A velocidade dessa mudança é que não está posta e evidente. O PT
viverá a crise da derrota do poder e se desgastará numa guerra
intestina entre oposicionistas e pragmáticos. O efeito imediato é que não havendo unidade no posicionamento de oposição, o partido tende a se enfraquecer em termos de projeto político de poder na esfera estadual. Nessas circunstâncias, os segmentos oposicionistas tendem a perder a legitimidade do discurso e da identidade partidária. A ambivalência de participar do governo estadual e querer exerce oposição no âmbito municipal é algo insustentável. Até mesmo porque ao Palácio do Planalto não interessa rixas políticas e desagregação de sua base de apoio. A balança vai tender para que os pragmáticos tomem as rédeas das decisões partidárias e decretem a falência das vozes de oposição. 

Essa crise inviabilizará qualquer sonho de poder para a disputa de 2014, mesmo que ainda não se saiba qual será a atitude do PSB diante da disputa presidencial. O desgaste interno entre as correntes transformará o PT numa agremiação satélite e dependente do poder hegemônico do PSB. E para os que nutrem a ingênua esperança sempre é bom lembrar que a Prefeita Maria Luiza Fontenele, pioneira da experiência do PT no poder e cercada por adversidades financeiras e boicotes da elite local, em um momento muito peculiar de nossa história, foi expulsa do PT, em pleno exercício do mandato. Daí que a política e o poder sempre geram
as grandes traições e não perdoam os erros políticos. Não seria
asneira imaginar que a Luizianne Lins sofra retaliações dos grupos pragmáticos e que o desaparecimento de seu grupo seja uma consequência natural da sede de poder que dominará os novos rumos dos atores pragmáticos do PT no Ceará.

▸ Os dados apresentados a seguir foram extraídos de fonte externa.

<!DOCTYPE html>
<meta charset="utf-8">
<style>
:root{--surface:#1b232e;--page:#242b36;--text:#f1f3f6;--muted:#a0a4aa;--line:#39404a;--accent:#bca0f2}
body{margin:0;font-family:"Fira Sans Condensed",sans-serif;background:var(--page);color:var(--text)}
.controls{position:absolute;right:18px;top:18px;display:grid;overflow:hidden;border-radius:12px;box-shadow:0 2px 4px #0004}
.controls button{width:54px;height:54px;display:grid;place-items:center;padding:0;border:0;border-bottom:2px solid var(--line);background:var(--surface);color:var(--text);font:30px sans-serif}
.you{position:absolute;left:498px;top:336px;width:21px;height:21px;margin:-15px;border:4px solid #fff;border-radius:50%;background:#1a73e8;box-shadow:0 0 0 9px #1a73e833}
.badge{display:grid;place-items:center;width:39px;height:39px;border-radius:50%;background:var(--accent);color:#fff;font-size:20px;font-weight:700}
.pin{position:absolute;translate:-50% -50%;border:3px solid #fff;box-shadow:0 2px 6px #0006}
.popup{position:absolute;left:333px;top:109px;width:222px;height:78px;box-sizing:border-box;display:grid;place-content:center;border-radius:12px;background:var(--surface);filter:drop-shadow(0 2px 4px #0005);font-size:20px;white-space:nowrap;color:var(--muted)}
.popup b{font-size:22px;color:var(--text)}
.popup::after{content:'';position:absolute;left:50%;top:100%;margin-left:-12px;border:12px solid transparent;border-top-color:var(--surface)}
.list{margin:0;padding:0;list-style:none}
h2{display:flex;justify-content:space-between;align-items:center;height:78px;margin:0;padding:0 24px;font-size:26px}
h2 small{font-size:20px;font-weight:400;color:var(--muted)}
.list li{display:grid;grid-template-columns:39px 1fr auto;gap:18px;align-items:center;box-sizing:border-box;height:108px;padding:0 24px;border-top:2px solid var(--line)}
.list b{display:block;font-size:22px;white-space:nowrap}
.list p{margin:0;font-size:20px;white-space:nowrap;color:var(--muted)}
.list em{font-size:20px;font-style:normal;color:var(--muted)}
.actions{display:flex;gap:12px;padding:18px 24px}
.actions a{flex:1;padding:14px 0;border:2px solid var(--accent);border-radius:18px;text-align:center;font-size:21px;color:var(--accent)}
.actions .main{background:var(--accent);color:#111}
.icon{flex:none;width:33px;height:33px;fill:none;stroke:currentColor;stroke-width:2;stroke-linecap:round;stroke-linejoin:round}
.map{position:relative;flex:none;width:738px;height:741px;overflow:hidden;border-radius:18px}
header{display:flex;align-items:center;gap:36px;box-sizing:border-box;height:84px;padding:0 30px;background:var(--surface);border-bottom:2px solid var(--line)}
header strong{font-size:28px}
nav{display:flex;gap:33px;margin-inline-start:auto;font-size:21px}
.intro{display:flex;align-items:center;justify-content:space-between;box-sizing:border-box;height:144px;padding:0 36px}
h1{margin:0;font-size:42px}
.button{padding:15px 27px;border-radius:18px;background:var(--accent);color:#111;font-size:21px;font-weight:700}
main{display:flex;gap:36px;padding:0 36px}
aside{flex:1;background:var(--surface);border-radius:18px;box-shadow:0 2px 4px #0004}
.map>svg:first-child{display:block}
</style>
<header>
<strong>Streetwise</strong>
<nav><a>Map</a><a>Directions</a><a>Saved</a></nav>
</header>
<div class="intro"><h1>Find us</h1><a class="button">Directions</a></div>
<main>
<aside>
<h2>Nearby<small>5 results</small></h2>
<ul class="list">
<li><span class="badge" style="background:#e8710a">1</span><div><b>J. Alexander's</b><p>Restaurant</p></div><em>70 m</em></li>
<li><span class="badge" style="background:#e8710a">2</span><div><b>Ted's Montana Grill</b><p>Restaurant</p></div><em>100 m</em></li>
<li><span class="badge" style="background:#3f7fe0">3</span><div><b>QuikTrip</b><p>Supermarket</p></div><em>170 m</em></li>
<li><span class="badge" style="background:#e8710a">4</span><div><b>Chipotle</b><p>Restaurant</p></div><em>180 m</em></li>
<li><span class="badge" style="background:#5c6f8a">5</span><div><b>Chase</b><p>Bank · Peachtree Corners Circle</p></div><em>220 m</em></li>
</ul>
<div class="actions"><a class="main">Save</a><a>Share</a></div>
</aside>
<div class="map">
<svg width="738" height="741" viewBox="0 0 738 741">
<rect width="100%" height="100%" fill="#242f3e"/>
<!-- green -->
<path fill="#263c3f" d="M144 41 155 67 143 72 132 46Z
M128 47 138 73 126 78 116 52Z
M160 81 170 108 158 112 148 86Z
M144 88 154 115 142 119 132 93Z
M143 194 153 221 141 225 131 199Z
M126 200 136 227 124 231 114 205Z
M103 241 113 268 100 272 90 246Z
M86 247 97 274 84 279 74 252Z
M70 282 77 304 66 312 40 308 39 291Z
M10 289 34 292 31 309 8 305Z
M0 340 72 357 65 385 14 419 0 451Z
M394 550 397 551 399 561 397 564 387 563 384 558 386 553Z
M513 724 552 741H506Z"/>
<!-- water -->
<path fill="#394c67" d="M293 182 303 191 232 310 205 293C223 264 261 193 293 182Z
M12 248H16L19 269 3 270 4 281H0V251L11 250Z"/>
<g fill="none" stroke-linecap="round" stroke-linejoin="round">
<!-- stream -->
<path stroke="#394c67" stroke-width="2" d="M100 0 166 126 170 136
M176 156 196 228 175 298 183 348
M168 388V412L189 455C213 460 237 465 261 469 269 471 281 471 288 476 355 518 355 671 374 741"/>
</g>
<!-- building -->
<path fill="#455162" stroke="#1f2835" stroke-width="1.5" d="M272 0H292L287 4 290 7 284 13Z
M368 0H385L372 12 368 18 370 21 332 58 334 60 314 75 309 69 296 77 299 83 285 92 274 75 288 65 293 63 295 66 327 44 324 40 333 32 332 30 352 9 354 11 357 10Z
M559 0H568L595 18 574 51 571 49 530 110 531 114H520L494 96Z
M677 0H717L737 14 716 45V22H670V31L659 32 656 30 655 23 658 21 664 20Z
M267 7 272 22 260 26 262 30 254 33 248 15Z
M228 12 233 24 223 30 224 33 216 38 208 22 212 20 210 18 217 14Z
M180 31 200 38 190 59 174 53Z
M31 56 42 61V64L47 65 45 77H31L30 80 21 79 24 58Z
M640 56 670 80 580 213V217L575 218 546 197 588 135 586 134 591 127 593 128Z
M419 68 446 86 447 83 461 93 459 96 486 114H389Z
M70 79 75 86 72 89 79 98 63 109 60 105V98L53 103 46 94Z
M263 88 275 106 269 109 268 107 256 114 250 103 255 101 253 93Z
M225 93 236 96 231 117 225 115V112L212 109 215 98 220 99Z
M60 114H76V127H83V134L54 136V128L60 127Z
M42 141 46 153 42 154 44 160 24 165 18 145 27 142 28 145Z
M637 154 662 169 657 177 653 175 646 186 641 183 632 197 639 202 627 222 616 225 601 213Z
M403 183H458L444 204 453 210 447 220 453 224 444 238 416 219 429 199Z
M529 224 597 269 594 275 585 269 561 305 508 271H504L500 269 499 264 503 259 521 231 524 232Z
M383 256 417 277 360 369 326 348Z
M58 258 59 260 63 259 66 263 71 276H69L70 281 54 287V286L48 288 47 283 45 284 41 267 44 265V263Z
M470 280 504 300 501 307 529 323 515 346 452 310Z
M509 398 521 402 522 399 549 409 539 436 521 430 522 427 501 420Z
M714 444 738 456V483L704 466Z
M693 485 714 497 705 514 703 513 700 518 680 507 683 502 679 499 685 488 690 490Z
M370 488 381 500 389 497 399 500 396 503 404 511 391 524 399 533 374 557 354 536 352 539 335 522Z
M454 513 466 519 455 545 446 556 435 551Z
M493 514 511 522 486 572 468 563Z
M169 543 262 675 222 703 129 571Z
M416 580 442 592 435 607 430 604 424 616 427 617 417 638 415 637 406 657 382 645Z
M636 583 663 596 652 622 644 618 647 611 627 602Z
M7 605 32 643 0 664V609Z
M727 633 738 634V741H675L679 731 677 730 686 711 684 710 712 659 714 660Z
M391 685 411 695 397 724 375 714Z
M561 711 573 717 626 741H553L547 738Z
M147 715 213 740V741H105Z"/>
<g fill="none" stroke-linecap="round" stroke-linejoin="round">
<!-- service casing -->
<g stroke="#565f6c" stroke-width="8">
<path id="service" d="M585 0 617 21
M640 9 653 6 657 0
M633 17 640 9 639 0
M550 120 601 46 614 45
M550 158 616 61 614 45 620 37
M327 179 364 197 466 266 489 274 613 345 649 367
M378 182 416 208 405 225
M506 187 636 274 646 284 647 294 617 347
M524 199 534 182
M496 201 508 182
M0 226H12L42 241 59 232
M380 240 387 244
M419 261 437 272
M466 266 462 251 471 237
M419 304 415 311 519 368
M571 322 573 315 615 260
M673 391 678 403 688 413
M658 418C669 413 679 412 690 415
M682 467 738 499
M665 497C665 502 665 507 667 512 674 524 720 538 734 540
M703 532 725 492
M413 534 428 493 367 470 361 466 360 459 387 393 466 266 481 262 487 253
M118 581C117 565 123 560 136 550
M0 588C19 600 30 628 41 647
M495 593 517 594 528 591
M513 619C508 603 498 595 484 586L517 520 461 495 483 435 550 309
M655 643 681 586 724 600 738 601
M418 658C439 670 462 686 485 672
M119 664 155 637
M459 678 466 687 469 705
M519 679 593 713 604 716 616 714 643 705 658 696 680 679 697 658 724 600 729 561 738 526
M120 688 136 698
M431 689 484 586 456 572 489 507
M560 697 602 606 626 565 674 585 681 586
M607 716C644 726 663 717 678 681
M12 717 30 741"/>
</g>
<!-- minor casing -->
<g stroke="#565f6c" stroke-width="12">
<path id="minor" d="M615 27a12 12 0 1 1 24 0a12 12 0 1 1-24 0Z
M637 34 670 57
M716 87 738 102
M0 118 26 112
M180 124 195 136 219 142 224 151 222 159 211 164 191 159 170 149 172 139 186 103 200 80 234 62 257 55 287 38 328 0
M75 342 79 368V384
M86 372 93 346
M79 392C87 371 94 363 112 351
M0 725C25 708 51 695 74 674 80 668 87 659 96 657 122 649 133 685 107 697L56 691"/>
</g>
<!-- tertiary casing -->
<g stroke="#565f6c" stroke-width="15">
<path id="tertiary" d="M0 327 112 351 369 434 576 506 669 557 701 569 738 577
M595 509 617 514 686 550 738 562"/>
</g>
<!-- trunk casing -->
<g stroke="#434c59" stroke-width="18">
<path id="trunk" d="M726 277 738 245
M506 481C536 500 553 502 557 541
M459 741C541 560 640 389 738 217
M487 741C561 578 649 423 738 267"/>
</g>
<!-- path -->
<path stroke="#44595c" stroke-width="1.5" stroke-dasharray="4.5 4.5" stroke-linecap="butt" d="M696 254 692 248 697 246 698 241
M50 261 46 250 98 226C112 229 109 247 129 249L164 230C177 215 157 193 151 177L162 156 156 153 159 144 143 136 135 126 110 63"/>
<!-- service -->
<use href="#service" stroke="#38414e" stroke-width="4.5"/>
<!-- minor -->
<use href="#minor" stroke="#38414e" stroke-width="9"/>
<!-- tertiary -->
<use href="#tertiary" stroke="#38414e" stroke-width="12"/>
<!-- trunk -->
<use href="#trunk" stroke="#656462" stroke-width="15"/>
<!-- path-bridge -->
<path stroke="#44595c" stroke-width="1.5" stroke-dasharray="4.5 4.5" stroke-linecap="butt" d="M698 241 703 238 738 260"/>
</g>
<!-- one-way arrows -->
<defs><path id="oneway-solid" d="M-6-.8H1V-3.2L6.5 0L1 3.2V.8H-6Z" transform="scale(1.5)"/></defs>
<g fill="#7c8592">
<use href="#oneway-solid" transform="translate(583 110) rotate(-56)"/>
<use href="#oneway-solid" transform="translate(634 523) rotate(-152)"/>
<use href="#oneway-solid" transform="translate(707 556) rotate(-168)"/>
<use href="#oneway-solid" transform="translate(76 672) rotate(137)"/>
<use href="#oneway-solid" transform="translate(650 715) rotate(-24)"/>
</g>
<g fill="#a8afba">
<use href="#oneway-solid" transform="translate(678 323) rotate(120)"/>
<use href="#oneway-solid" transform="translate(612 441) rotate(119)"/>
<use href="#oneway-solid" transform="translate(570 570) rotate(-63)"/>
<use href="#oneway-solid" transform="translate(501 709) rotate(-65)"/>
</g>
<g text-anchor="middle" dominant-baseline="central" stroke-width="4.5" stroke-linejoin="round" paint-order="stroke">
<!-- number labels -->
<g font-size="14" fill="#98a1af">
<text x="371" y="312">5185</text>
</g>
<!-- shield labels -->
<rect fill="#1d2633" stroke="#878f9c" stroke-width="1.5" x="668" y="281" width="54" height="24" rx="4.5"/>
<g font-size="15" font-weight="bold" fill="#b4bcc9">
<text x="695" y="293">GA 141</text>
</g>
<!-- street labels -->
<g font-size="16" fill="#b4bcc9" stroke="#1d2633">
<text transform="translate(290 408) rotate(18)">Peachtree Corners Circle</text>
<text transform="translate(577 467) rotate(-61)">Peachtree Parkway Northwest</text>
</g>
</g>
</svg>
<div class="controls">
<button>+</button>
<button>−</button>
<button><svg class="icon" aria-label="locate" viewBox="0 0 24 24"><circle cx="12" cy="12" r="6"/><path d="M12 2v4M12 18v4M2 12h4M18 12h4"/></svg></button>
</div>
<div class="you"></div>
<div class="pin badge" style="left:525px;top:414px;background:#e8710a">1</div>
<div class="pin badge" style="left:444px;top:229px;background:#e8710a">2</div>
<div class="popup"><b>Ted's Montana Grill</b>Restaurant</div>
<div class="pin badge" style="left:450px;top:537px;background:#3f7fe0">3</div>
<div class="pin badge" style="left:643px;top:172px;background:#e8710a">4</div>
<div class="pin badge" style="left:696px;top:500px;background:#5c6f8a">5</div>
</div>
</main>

Os interesses são muito grandes e o encanto de compartilhar o poder, mesmo num consórcio onde caibam até o DEM e o PSDB, parece ser algo precioso como a água em tempos de seca. 
E a conjuntura nacional os favorecerá, pois Dilma sinaliza para a reconciliação pós-eleitoral entre o PT e o PSB, podendo inclusive ampliar a participação dos socialistas no governo federal. As armas para o enfrentamento da disputa interna se utilizará das circunstâncias do momento. Daí que essa postura de revanche frente à realidade das urnas, adotado pelo núcleo do poder municipal, pode significar o argumento que faltava para a degola da Luizianne do comando do PT. Ou então será efetuado o desterro político, menos traumático, com a retirada de cena de Luizianne, nos anunciados estudos de filosofia contemporânea no Rio de Janeiro.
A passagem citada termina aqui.